INFORMATION SHOWN:
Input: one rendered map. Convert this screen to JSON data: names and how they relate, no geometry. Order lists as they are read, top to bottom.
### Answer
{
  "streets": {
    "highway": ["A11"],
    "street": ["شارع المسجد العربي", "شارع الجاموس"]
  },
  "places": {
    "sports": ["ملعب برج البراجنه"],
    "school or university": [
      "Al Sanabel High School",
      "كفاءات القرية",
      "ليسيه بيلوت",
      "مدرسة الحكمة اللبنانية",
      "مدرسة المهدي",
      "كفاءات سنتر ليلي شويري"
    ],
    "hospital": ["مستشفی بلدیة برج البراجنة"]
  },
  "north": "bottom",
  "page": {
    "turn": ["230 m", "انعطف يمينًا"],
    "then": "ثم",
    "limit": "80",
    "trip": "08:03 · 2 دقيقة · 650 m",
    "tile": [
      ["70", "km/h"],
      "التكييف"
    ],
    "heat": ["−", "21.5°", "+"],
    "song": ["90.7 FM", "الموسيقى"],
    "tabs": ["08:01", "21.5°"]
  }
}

EXERCISE BRIEF: Every record must be written out again without any change.

SOLUTION TO THIS EXERCISE:
Input: one rendered map. Convert this screen to JSON data: names and how they relate, no geometry. Order lists as they are read, top to bottom.
### Answer
{
  "streets": {
    "highway": ["A11"],
    "street": ["شارع المسجد العربي", "شارع الجاموس"]
  },
  "places": {
    "sports": ["ملعب برج البراجنه"],
    "school or university": [
      "Al Sanabel High School",
      "كفاءات القرية",
      "ليسيه بيلوت",
      "مدرسة الحكمة اللبنانية",
      "مدرسة المهدي",
      "كفاءات سنتر ليلي شويري"
    ],
    "hospital": ["مستشفی بلدیة برج البراجنة"]
  },
  "north": "bottom",
  "page": {
    "turn": ["230 m", "انعطف يمينًا"],
    "then": "ثم",
    "limit": "80",
    "trip": "08:03 · 2 دقيقة · 650 m",
    "tile": [
      ["70", "km/h"],
      "التكييف"
    ],
    "heat": ["−", "21.5°", "+"],
    "song": ["90.7 FM", "الموسيقى"],
    "tabs": ["08:01", "21.5°"]
  }
}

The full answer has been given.